Taking a lead

The race is on to be the first ever leader of the Green Party. Here candidate Caroline Lucas MEP set

I've applied for a new job, and next weekend the selection panel will deliver its judgement. I'm standing to be elected as the first ever leader of the Green Party, and on 6 September the result of a ballot of every party member will be announced at our autumn conference.

It would definitely be the biggest challenge I've ever taken on - but it’s also a vital opportunity to take the Green Party into the heart of British political debate.

So what are we proposing that is so radically different, and so urgently needed? Let me outline just a few of the issues.

With the impact of the credit crunch biting deeper every day, re-regulating our financial system has to be a priority, and not in a timid or piecemeal way. Successive governments have listened only to those arguing in favour of greater profits for the financial industry.

Greens believe the banking system should be regulated for the benefit of the consumer - not for maximum profits – and would ensure that ideas like the Tobin tax on currency speculation are actually pushed forward, and implemented for social as well as economic benefit.

But we don’t only face a financial crisis. In fact, it’s a triple crunch of financial meltdown, an accelerating climate crisis, and soaring energy prices underpinned by an encroaching peak in oil production, all of which have their origins firmly rooted in the current model of globalisation.

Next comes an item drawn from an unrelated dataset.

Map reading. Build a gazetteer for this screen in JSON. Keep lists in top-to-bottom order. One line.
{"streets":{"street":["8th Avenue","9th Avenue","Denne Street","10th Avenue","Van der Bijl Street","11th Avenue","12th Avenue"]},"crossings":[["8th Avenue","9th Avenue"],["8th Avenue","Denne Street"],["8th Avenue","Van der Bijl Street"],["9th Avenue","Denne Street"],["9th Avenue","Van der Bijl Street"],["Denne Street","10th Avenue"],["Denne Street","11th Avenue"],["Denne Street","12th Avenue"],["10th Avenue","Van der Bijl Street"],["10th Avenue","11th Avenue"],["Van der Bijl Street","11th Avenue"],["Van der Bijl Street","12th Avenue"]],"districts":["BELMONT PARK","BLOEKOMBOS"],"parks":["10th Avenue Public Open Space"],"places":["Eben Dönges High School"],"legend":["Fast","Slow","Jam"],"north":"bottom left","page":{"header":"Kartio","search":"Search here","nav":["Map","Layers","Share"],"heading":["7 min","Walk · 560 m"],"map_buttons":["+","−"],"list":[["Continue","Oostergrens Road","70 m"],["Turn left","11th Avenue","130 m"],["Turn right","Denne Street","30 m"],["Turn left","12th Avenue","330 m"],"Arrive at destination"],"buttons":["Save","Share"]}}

That means that we need not only a structural transformation of the regulation of national and international financial systems, but also a massive and sustained programme to invest in energy conservation and renewable energies, coupled with effective demand management.

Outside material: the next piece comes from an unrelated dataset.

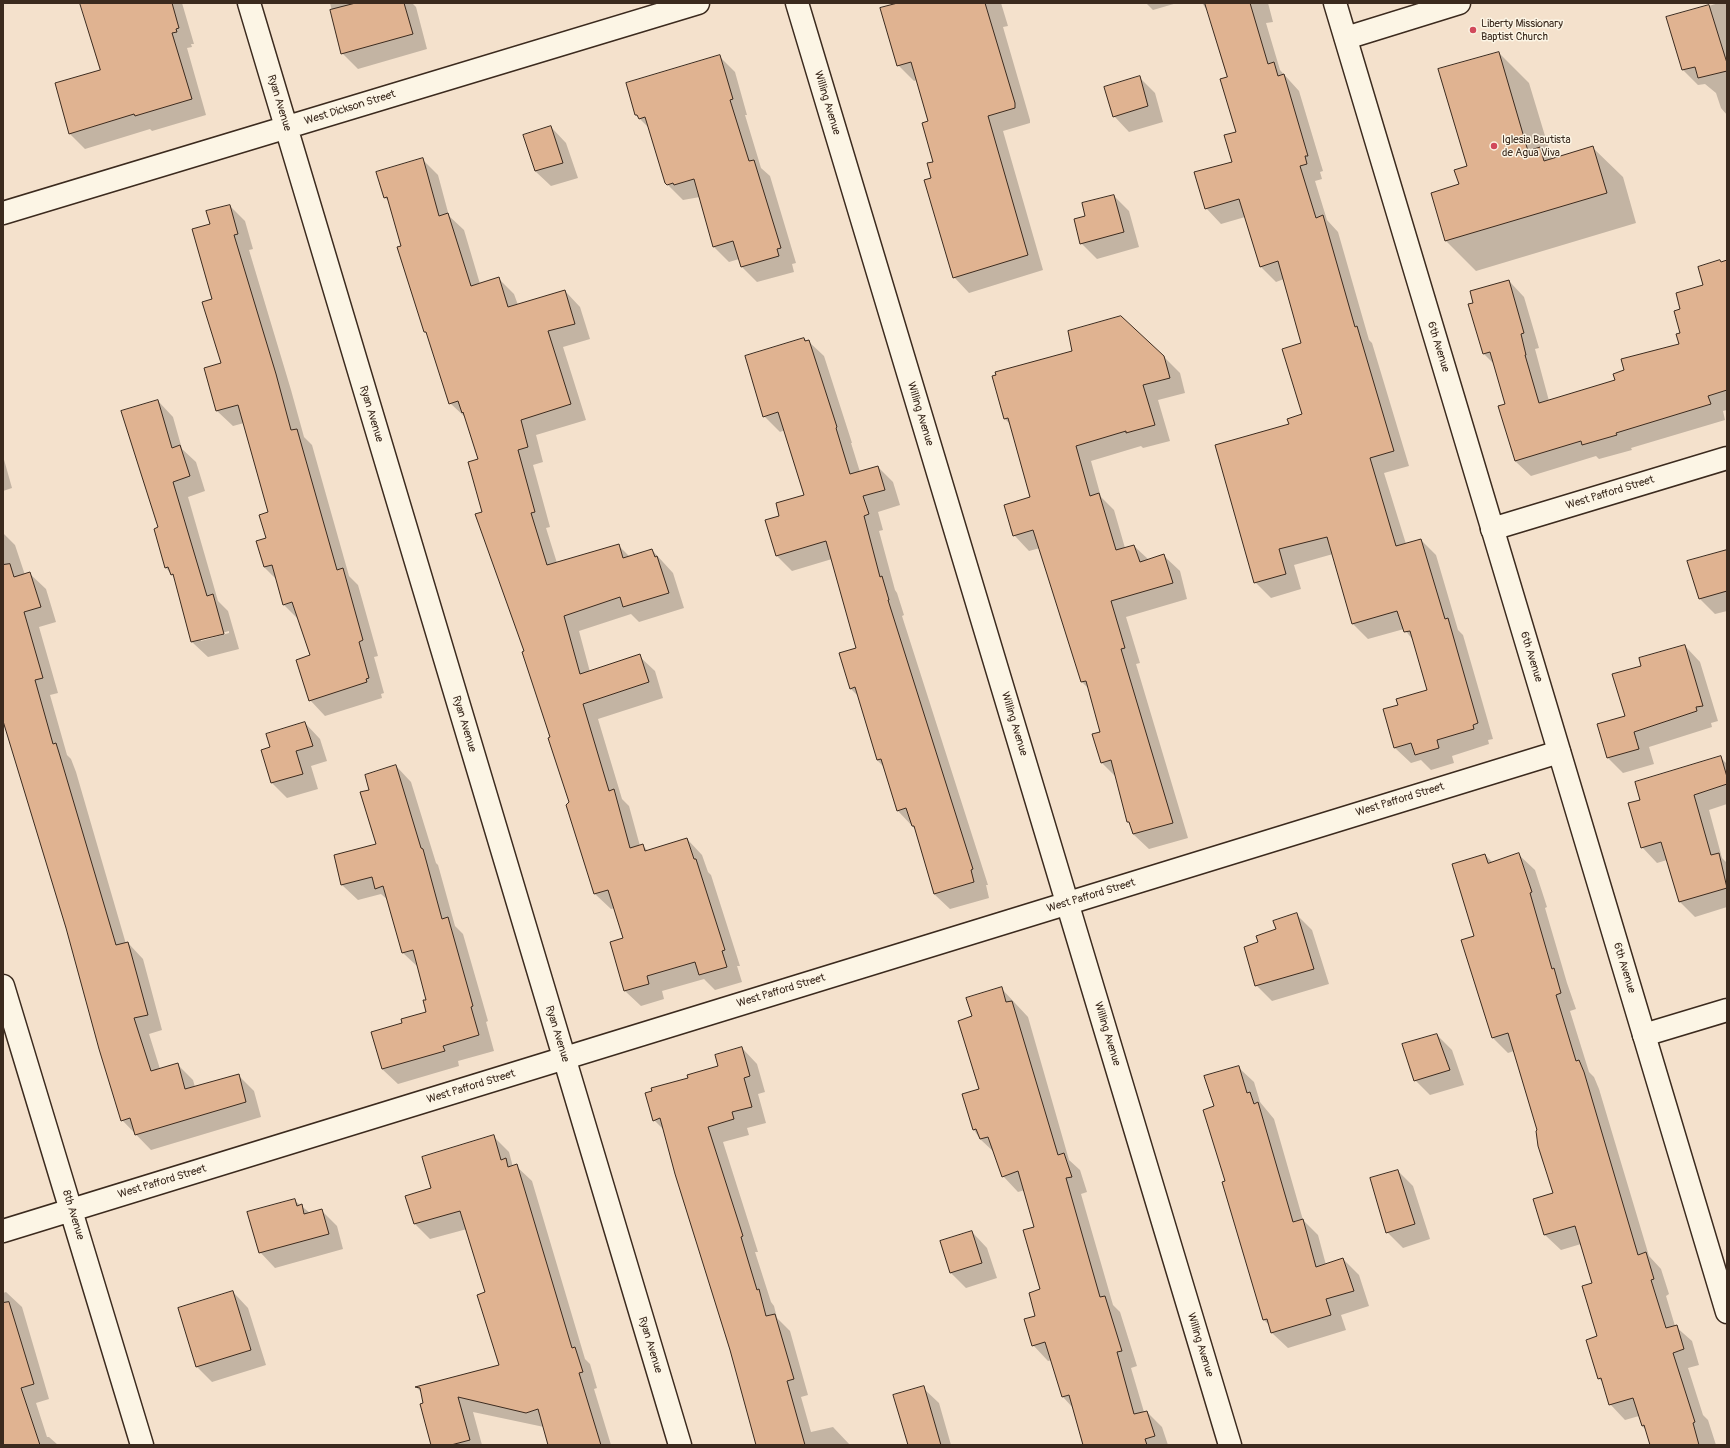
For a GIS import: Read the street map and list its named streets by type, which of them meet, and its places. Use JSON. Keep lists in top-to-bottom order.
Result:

We need a “carbon army”, trained and ready to take up the huge job opportunities that will come from a switch to a zero carbon economy. That means skilled jobs for a massive switch to micro, small scale and more localised power generation, a huge expansion in public transport provision and investment in energy efficient technology.

There is another crucial reason why Britain needs Green leadership now. Voter turnout at all elections has been falling. Fewer than one in four people vote in many local elections. Most people simply can't see any difference between politicians from any of the three main Westminster parties. Minor divergences in economic management emerge from time to time, but the paradigm of privatisation, liberalisation and free market dominance has killed off many progressive policies.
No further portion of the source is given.